• _What this task involves_:
Extract, exactly as written, each line from the start of the records below to the line containing "position:absolute; left:32px; top:1822px;", both ends included; drop the pictures.

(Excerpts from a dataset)
- - -
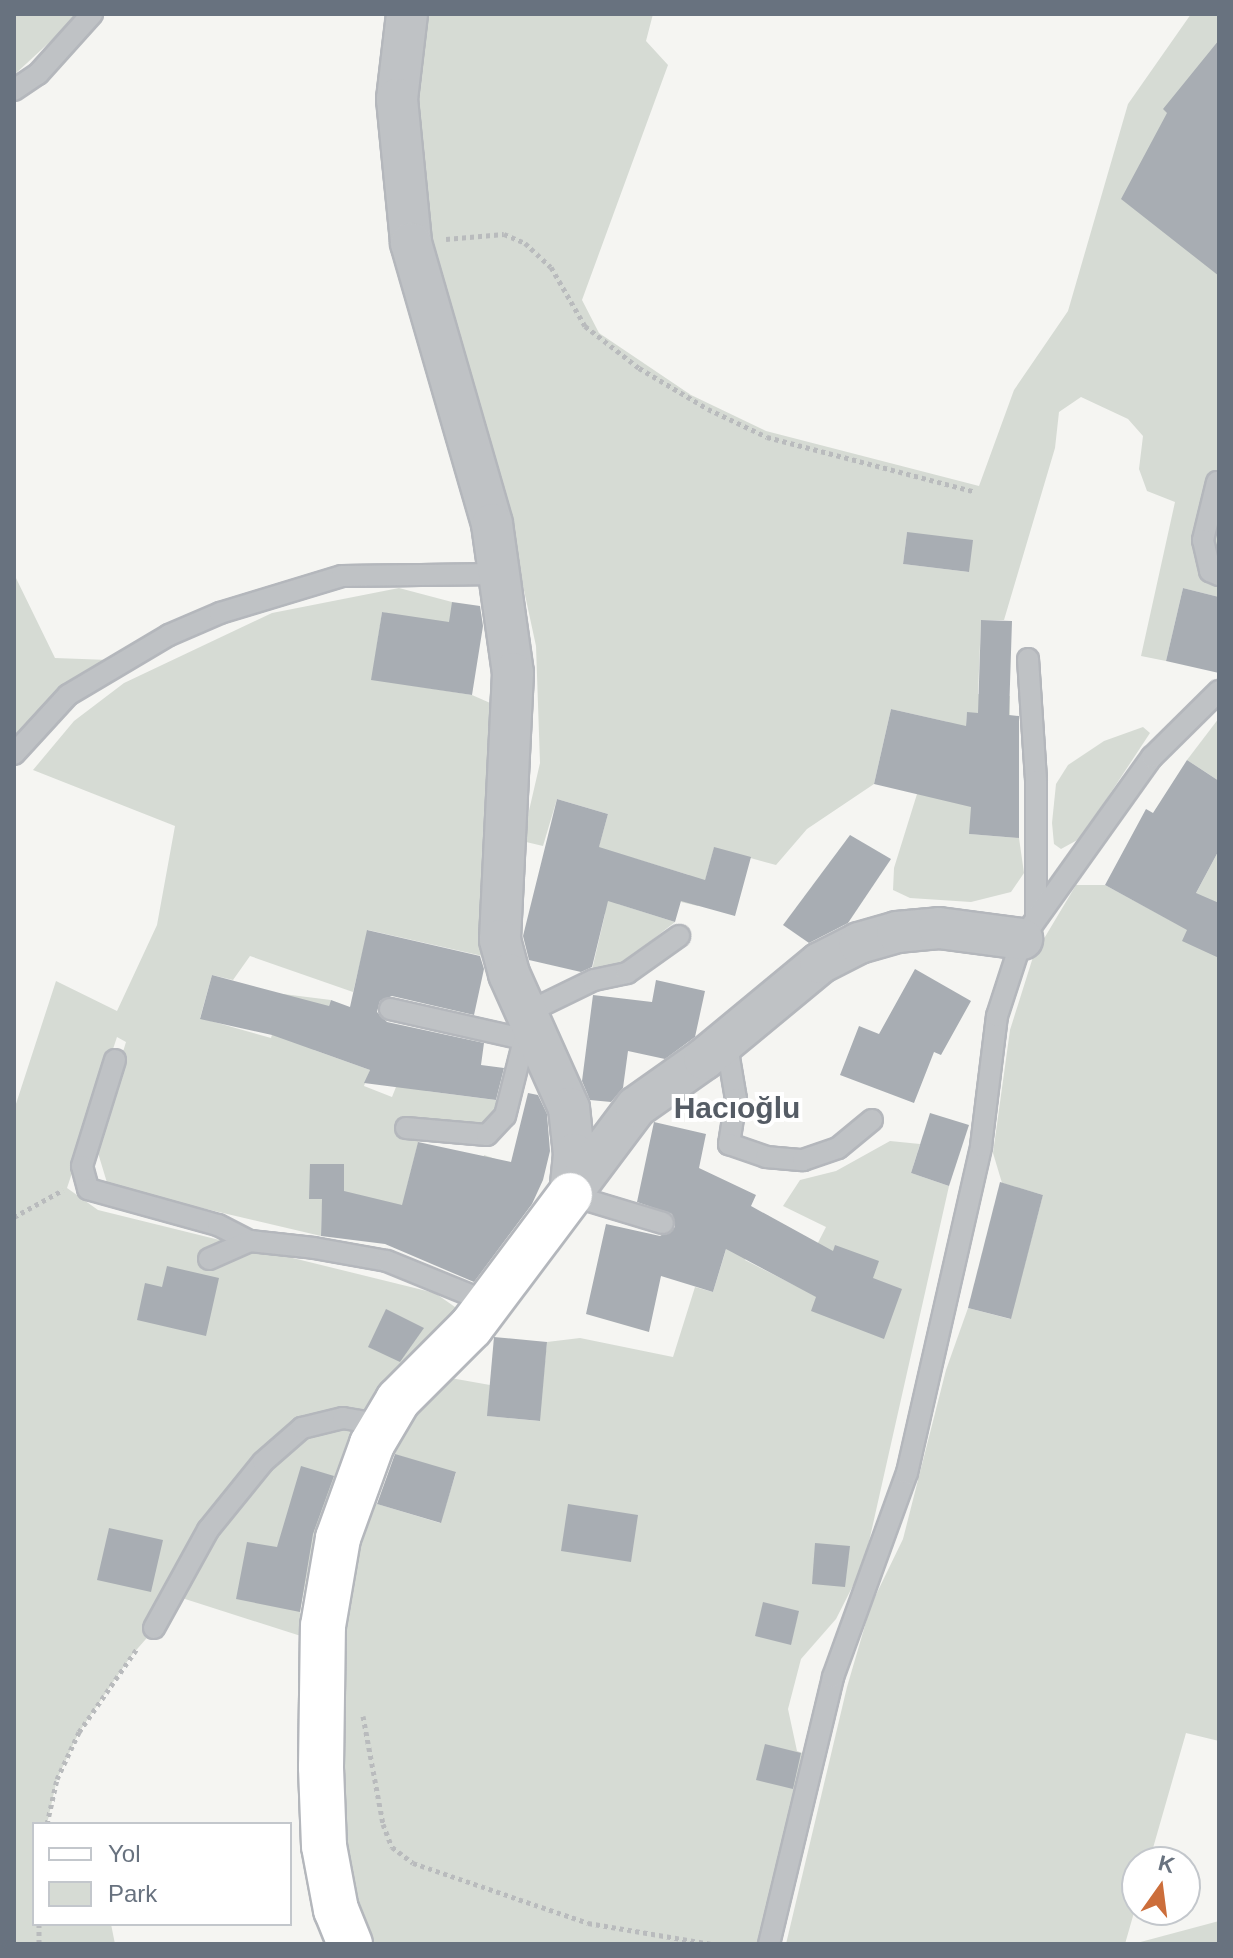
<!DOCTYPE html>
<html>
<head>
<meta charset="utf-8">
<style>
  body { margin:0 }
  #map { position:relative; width:1233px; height:1958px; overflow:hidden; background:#f5f5f2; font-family:Helvetica,sans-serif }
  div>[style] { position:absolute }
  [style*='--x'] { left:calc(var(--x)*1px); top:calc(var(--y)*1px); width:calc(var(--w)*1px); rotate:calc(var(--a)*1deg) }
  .green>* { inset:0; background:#d6dbd4 }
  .building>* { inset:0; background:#a8adb3 }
  .path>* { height:5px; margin-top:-2.5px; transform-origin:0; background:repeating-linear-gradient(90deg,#b9bbbd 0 4px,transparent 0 8px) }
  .roads { filter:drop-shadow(2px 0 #b4b7bc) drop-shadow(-2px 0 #b4b7bc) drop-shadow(0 2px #b4b7bc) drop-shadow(0 -2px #b4b7bc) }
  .lane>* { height:20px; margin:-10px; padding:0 10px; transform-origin:10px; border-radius:10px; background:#bfc2c5 }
  .street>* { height:40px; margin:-20px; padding:0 20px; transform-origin:20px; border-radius:20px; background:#bfc2c5 }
  .secondary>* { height:44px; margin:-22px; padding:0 22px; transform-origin:22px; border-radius:22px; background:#fff }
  span { translate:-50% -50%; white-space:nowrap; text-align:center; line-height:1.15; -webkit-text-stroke:8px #fff; paint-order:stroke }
  .neighbourhood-label { font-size:30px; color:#555c65; font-weight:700 }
  .frame { position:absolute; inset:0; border:16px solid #68727f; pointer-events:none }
  .legend { position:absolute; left:32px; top:1822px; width:260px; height:104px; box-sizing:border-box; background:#fff; border:2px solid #c3c7cc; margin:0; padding:10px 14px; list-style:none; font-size:24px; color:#68727f }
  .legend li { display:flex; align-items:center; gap:16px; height:40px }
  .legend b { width:40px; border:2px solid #c3c7cc }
  .north { position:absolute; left:1121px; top:1846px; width:80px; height:80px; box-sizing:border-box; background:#fff; border:2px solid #c3c7cc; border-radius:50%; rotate:14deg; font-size:22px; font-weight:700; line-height:32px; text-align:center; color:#68727f }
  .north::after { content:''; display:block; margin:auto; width:28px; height:36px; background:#cc6e3b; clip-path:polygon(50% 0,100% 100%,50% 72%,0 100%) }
</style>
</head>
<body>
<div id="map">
  <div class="green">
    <i style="clip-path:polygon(14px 14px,80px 14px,14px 75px)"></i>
    <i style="clip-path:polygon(evenodd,423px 14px,653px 14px,646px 41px,668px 65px,582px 300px,599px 333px,691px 395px,766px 431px,979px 486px,1014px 390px,1068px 311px,1128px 104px,1191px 14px,1219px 14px,1219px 597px,1183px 588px,1166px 661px,1141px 656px,1175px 502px,1147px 491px,1139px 469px,1143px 436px,1128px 419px,1081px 397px,1059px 412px,1055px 448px,1004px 620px,981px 620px,978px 694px,1010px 696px,1010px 715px,967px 713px,963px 770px,1007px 773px,969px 834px,1019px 838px,1024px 873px,1011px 892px,971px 902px,910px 898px,893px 890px,894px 868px,917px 794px,948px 722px,891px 709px,874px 784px,807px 829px,776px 865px,714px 848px,698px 906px,681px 902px,689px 875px,633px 858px,618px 904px,675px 922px,618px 967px,591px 974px,605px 914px,592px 871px,608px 814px,557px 799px,543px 846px,522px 841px,540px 763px,536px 646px,509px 521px,435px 263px,416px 127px,423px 14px,907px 532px,969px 572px,903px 564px,907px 532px)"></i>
    <i style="clip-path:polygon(14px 574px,55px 658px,109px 660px,46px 703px,14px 737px)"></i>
    <i style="clip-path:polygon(399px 588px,452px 602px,453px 630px,382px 612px,372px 679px,472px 695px,497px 706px,487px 957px,368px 930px,353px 992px,250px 956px,233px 980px,212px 975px,200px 1018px,271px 1038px,283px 994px,331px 1000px,314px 1050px,370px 1070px,364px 1086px,392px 1097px,418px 1032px,434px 1034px,426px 1091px,503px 1101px,489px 1121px,472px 1128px,398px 1121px,398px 1134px,419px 1139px,406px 1191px,471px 1207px,484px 1155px,511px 1164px,498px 1224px,432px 1205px,429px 1212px,386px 1202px,386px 1207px,322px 1206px,321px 1236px,108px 1186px,95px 1143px,126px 1042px,117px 1037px,67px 1188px,98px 1210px,435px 1293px,465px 1314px,379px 1399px,342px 1459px,311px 1554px,300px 1612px,304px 1637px,182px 1598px,131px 1656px,79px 1732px,57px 1779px,47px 1824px,34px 1824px,34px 1924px,111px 1924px,115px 1944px,14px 1944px,14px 1110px,56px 981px,117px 1011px,157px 925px,175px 826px,33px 770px,74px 721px,124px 683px,272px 613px)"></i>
    <i style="clip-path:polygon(1219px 718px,1219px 781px,1187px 760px)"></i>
    <i style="clip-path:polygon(1143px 727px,1150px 733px,1081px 838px,1061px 849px,1054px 844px,1052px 823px,1056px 784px,1068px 765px,1104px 741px)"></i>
    <i style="clip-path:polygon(1219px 850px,1219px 1741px,1186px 1733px,1149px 1862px,1137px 1862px,1137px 1902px,1125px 1944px,786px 1944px,847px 1687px,871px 1605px,903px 1539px,946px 1370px,968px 1308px,1010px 1319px,1043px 1195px,1002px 1183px,993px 1153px,1010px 1030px,1033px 957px,1076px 885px,1105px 885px,1179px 925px)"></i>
    <i style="clip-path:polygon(890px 1141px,920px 1144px,911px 1173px,949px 1186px,864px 1564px,836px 1619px,801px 1659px,788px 1709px,797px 1751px,805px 1754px,768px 1944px,374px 1944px,342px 1867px,337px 1768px,348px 1579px,374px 1503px,440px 1523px,456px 1473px,390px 1453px,445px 1377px,490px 1385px,488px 1416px,539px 1421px,547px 1342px,580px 1338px,673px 1357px,695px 1287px,713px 1292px,728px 1243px,751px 1208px,769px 1216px,745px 1260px,796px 1286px,826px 1227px,783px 1206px,800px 1180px,836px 1171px)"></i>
    <i style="clip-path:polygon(1219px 1921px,1219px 1944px,1133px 1944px)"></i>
  </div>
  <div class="building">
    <i style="clip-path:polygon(1219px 40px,1219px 276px,1121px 199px,1167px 113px,1163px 109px)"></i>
    <i style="clip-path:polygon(907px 532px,973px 540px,969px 572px,903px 564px)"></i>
    <i style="clip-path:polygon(1183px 588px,1219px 597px,1219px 673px,1166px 661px)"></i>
    <i style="clip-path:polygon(452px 602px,480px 606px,483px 626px,472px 695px,371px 680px,382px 612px,449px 622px)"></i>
    <i style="clip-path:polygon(981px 620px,1012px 621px,1009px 715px,1019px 716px,1019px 838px,969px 834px,971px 807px,874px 784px,891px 709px,966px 726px,967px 712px,978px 713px)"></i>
    <i style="clip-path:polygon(1187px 760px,1219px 781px,1219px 850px,1196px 893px,1219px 903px,1219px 958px,1182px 941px,1187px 930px,1105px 885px,1146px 809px,1153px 813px)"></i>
    <i style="clip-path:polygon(557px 799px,608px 814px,599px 847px,705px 880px,714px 847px,751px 857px,735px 916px,681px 901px,675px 922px,608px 901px,592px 967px,581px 972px,529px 960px,523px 936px)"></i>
    <i style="clip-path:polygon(850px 835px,891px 859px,848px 923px,809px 943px,783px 925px)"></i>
    <i style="clip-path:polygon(367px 930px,480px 956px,484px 969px,474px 1015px,392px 996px,380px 1001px,377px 1012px,387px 1022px,484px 1043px,481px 1065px,504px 1068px,496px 1100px,364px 1083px,370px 1070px,272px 1035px,200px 1019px,212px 975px,329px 1006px,331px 1000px,350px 1007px)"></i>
    <i style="clip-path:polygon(915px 969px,971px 1001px,941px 1055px,934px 1052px,914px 1103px,840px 1075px,859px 1026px,879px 1034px)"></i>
    <i style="clip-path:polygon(656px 980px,705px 991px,695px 1037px,665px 1059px,628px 1051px,623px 1088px,611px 1102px,590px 1100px,582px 1081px,593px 995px,652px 1002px)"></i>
    <i style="clip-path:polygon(528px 1093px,538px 1095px,547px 1114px,550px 1151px,543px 1180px,532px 1204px,474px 1282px,385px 1244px,321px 1236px,322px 1199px,309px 1199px,310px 1164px,344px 1164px,344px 1191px,402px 1205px,418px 1142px,511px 1162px)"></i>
    <i style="clip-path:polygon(930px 1113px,969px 1125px,949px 1186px,911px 1173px)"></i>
    <i style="clip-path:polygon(654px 1122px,706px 1134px,699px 1168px,756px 1195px,751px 1206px,833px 1251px,835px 1245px,879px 1261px,873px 1278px,902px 1289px,884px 1339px,811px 1311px,816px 1297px,726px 1249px,713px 1292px,661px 1276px,649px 1332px,586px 1314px,606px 1224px,660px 1236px,675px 1227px,672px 1214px,637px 1202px)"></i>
    <i style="clip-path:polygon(1000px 1182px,1043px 1195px,1011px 1319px,968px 1308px)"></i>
    <i style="clip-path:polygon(167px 1266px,219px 1278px,206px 1336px,137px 1320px,145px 1283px,162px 1287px)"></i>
    <i style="clip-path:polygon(386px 1309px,424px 1328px,400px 1362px,368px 1347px)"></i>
    <i style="clip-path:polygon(494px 1337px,547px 1342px,540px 1421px,487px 1416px)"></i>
    <i style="clip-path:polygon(395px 1454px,456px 1472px,441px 1523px,377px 1504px)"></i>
    <i style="clip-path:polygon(301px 1466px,334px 1476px,313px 1534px,300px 1612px,236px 1599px,247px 1542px,277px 1547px)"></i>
    <i style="clip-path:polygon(568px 1504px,638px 1515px,631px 1562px,561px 1551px)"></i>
    <i style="clip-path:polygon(109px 1528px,163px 1540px,151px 1592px,97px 1580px)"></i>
    <i style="clip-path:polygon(815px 1543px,850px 1546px,845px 1587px,812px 1584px)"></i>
    <i style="clip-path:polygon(763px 1602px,799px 1611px,791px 1645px,755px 1636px)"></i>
    <i style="clip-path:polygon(765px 1744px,801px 1753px,793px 1789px,756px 1780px)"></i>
  </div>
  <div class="path">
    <i style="--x:446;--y:239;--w:58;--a:-4.9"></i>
    <i style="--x:504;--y:234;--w:23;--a:23"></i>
    <i style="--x:525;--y:243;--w:35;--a:43"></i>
    <i style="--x:551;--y:267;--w:68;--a:60"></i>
    <i style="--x:585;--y:326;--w:68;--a:37.9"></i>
    <i style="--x:639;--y:368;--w:80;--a:30.7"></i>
    <i style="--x:708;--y:409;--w:65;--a:25.4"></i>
    <i style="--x:767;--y:437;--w:213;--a:14.7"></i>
    <i style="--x:14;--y:1217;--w:56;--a:-28.9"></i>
    <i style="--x:363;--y:1716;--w:110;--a:79.5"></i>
    <i style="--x:383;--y:1824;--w:25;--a:69"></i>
    <i style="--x:392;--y:1847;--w:26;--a:37"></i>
    <i style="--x:413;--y:1863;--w:185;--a:18.9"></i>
    <i style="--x:588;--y:1923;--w:125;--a:9.7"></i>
    <i style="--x:47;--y:1824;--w:46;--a:-77.5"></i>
    <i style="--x:57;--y:1779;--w:52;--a:-64.9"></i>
    <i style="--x:79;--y:1732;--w:103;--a:-55.2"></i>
    <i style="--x:39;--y:1924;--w:20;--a:90"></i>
  </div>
  <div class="roads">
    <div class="lane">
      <i style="--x:14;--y:90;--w:29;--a:-34"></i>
      <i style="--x:38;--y:74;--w:81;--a:-48"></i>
      <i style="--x:1217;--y:482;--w:60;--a:103.6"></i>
      <i style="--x:1203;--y:540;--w:32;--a:77"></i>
      <i style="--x:1210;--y:571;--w:10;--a:24"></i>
      <i style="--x:1028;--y:659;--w:122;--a:86.2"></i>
      <i style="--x:1036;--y:781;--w:137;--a:90"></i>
      <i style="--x:14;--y:754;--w:80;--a:-47.5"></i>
      <i style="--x:68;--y:695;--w:117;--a:-30.7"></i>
      <i style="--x:169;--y:635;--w:56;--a:-23.3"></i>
      <i style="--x:220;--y:613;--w:127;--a:-16.9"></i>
      <i style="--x:342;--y:576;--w:157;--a:-0.7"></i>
      <i style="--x:390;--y:1009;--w:150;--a:12.7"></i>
      <i style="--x:528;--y:1012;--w:73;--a:-25.9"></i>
      <i style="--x:594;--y:980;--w:34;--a:-12"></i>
      <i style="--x:627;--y:973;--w:64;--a:-35.4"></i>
      <i style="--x:726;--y:1040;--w:60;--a:80.4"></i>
      <i style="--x:736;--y:1099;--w:46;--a:98.8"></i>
      <i style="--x:729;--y:1144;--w:39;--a:19"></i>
      <i style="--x:766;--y:1157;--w:37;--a:5"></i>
      <i style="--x:803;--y:1160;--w:37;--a:-19"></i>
      <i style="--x:838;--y:1148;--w:44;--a:-39.5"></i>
      <i style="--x:115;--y:1060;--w:111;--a:107.3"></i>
      <i style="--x:82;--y:1166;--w:24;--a:75"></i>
      <i style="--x:88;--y:1189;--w:135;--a:15.5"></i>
      <i style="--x:218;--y:1225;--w:36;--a:27"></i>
      <i style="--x:406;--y:1128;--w:81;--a:4.9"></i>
      <i style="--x:487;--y:1135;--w:26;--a:-47"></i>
      <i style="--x:505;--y:1116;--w:78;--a:-76"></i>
      <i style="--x:570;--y:1195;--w:97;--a:16.8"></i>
      <i style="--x:209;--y:1259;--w:45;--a:-23.7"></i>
      <i style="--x:250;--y:1241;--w:64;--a:6.2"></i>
      <i style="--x:314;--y:1248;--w:74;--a:10.1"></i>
      <i style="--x:387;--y:1261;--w:111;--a:22.2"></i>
      <i style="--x:154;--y:1628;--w:112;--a:-61.1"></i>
      <i style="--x:208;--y:1530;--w:87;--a:-51"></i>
      <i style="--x:263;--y:1462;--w:52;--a:-41.1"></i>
      <i style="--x:302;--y:1428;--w:42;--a:-13.7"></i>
      <i style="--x:343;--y:1418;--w:42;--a:9.7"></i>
      <i style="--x:769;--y:1944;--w:275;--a:-76.5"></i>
      <i style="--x:833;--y:1677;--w:217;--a:-70.1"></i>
      <i style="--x:907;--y:1473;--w:335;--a:-77.2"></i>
      <i style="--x:981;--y:1146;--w:131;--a:-83"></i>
      <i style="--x:997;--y:1016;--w:81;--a:-72"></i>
      <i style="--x:1022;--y:939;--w:224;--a:-54.5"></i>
      <i style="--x:1152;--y:757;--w:94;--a:-44.6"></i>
    </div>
    <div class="street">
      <i style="--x:407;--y:14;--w:86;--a:96.7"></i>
      <i style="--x:397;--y:99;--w:145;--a:84.4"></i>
      <i style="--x:411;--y:243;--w:292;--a:73.9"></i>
      <i style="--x:492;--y:524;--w:150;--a:82"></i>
      <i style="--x:513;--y:673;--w:267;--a:92.8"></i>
      <i style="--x:500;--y:940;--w:35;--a:75"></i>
      <i style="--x:509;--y:974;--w:147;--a:65.9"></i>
      <i style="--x:569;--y:1108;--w:46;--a:83.8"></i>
      <i style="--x:574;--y:1154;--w:41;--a:95.6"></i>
      <i style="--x:570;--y:1195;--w:110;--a:-53.1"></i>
      <i style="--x:636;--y:1107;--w:83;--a:-35.2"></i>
      <i style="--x:704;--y:1059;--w:151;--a:-39.6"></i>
      <i style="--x:820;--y:963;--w:44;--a:-27.1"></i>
      <i style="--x:859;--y:943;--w:40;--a:-16"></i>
      <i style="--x:897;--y:932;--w:42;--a:-5.4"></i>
      <i style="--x:939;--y:928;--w:84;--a:7.5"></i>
    </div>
    <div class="secondary">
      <i style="--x:350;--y:1944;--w:37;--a:-112"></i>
      <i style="--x:336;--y:1910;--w:65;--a:-100.6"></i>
      <i style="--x:324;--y:1846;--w:79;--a:-92.2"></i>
      <i style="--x:321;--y:1767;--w:141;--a:-89.2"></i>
      <i style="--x:323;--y:1626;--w:89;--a:-80.3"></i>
      <i style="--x:338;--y:1538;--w:100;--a:-70.1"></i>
      <i style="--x:372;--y:1444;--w:51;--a:-59.4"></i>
      <i style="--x:398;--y:1400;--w:103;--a:-45"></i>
      <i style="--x:471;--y:1327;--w:165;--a:-53.1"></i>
    </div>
  </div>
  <div class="neighbourhood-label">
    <span style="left:737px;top:1108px">Hacıoğlu</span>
  </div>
  <div class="frame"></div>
  <ul class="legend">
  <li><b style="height:10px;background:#fff"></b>Yol</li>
  <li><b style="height:22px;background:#d6dbd4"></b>Park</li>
  </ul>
  <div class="north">K</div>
</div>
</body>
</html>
- - -
• _Your solution_:
<!DOCTYPE html>
<html>
<head>
<meta charset="utf-8">
<style>
  body { margin:0 }
  #map { position:relative; width:1233px; height:1958px; overflow:hidden; background:#f5f5f2; font-family:Helvetica,sans-serif }
  div>[style] { position:absolute }
  [style*='--x'] { left:calc(var(--x)*1px); top:calc(var(--y)*1px); width:calc(var(--w)*1px); rotate:calc(var(--a)*1deg) }
  .green>* { inset:0; background:#d6dbd4 }
  .building>* { inset:0; background:#a8adb3 }
  .path>* { height:5px; margin-top:-2.5px; transform-origin:0; background:repeating-linear-gradient(90deg,#b9bbbd 0 4px,transparent 0 8px) }
  .roads { filter:drop-shadow(2px 0 #b4b7bc) drop-shadow(-2px 0 #b4b7bc) drop-shadow(0 2px #b4b7bc) drop-shadow(0 -2px #b4b7bc) }
  .lane>* { height:20px; margin:-10px; padding:0 10px; transform-origin:10px; border-radius:10px; background:#bfc2c5 }
  .street>* { height:40px; margin:-20px; padding:0 20px; transform-origin:20px; border-radius:20px; background:#bfc2c5 }
  .secondary>* { height:44px; margin:-22px; padding:0 22px; transform-origin:22px; border-radius:22px; background:#fff }
  span { translate:-50% -50%; white-space:nowrap; text-align:center; line-height:1.15; -webkit-text-stroke:8px #fff; paint-order:stroke }
  .neighbourhood-label { font-size:30px; color:#555c65; font-weight:700 }
  .frame { position:absolute; inset:0; border:16px solid #68727f; pointer-events:none }
  .legend { position:absolute; left:32px; top:1822px; width:260px; height:104px; box-sizing:border-box; background:#fff; border:2px solid #c3c7cc; margin:0; padding:10px 14px; list-style:none; font-size:24px; color:#68727f }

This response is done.